Because their struggle for need satisfaction takes place on such a primitive level, they can't deal with such upsets rationally - all they know is how to split apart dramatically, violently.  Each probably feels that she got rid of the other.  The student probably begins teaching and scurrying around trying for performance opportunities.  Both openly denounce one another and gather followers on the basis of their negativity toward each other.  They feel bitter and betrayed and become downright vicious.  They haven't learned anything about themselves or about the other.

4. Both the teacher and the student open up more to the direction of their Secure Selves.  Neither has to cling desperately to a role. 

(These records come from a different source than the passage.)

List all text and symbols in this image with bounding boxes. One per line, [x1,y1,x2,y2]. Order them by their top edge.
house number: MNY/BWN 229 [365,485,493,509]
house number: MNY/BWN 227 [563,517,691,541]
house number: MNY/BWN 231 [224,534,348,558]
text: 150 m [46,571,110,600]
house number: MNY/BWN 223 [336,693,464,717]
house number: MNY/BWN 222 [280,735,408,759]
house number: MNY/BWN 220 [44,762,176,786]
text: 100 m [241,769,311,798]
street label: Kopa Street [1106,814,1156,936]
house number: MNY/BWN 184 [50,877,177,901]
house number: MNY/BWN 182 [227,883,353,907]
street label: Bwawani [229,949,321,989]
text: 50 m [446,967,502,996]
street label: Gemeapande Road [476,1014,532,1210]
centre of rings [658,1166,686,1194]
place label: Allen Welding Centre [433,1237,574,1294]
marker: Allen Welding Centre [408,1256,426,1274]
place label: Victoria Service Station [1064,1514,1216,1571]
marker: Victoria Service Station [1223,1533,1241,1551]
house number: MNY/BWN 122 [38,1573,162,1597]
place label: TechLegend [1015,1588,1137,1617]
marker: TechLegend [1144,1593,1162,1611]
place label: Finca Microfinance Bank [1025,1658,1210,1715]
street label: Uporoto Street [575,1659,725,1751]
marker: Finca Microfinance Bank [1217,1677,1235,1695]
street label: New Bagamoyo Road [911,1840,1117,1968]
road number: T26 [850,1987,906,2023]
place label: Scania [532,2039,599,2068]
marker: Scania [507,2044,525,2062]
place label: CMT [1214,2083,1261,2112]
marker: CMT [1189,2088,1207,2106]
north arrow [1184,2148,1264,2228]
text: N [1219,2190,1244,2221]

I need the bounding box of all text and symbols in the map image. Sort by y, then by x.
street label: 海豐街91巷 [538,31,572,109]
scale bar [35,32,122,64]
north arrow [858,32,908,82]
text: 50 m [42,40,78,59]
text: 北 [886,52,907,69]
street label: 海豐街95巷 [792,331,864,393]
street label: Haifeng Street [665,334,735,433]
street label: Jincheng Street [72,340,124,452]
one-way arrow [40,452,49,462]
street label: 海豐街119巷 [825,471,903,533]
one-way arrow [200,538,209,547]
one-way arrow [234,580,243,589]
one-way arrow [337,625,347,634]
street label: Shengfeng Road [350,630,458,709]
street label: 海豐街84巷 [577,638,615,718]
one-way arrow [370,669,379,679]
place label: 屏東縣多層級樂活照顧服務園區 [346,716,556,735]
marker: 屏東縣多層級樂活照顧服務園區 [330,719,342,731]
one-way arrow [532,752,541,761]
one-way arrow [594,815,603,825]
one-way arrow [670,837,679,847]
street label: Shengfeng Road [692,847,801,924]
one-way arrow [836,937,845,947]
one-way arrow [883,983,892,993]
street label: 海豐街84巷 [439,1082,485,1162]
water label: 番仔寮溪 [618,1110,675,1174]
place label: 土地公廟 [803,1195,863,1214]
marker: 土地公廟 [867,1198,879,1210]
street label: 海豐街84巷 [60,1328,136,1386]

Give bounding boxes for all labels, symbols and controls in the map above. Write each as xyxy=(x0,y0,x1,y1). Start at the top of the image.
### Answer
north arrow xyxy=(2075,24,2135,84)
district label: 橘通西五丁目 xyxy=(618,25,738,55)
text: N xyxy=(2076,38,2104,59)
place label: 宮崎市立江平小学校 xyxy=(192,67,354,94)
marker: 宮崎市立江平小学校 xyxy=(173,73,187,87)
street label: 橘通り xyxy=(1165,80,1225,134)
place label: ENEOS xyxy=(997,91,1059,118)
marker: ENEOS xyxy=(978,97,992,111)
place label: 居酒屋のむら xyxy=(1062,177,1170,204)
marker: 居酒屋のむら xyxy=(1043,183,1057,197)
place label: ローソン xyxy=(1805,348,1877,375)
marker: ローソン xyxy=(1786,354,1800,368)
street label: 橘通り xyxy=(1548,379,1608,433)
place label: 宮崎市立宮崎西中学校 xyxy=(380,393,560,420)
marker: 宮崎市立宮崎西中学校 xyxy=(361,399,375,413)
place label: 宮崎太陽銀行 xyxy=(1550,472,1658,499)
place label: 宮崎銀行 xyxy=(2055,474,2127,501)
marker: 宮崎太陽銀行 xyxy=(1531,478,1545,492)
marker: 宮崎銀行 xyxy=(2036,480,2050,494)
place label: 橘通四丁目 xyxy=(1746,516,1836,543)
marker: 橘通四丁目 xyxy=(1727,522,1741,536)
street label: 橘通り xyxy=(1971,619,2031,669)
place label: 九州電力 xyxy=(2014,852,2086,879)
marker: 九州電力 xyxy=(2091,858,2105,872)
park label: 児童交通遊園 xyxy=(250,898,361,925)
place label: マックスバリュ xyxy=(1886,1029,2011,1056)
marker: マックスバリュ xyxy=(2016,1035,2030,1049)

They talk openly about the progress that the student is making and about what abilities she ought to develop before teaching or leading a troupe on her own.  The teacher encourages the student to go out on her own,

feeling confident of her own ability to stay in business even with her student out there as competition.  The one doesn't have to be always strong and the other always weak.  They find that they like each other rather than need each other.  Of course they will experience some jealousy, fear, self-doubt, and pettiness - but they will go beyond them.  Based on what they have learned about themselves, they can form genuine relationships with others more easily.

As you probably know, those who are the closest have the greatest potential for mutual hatred.  This holds true within the bellydance profession as well.  Look at the bitter rivalries that exist between competitors at all levels of the profession.  My guess is that you will find that most of these rivals were very close at one time, if not teacher-student, then partners of some sort.

I'm not offering simplistic solutions for very complex problems.  I have just scratched the surface of the problem with this analysis.  The framework I have presented emphasizes the dynamic between the Needy Self and the Secure Self, and the threatening nature of an imbalance in roles between needy people. 

My hope is that this framework will enable you to take a fresh look at an old problem. 

If, after applying the framework to yourself, you are concerned about how one shifts from the direction of the Needy Self to that of the Secure Self, be comforted by the fact that most people are struggling with this question in one way or another.  People do change.  They change as the result of working through interpersonal crises, by practicing meditation or other forms of spiritual renewal, or by persevering in counseling or psychotherapy.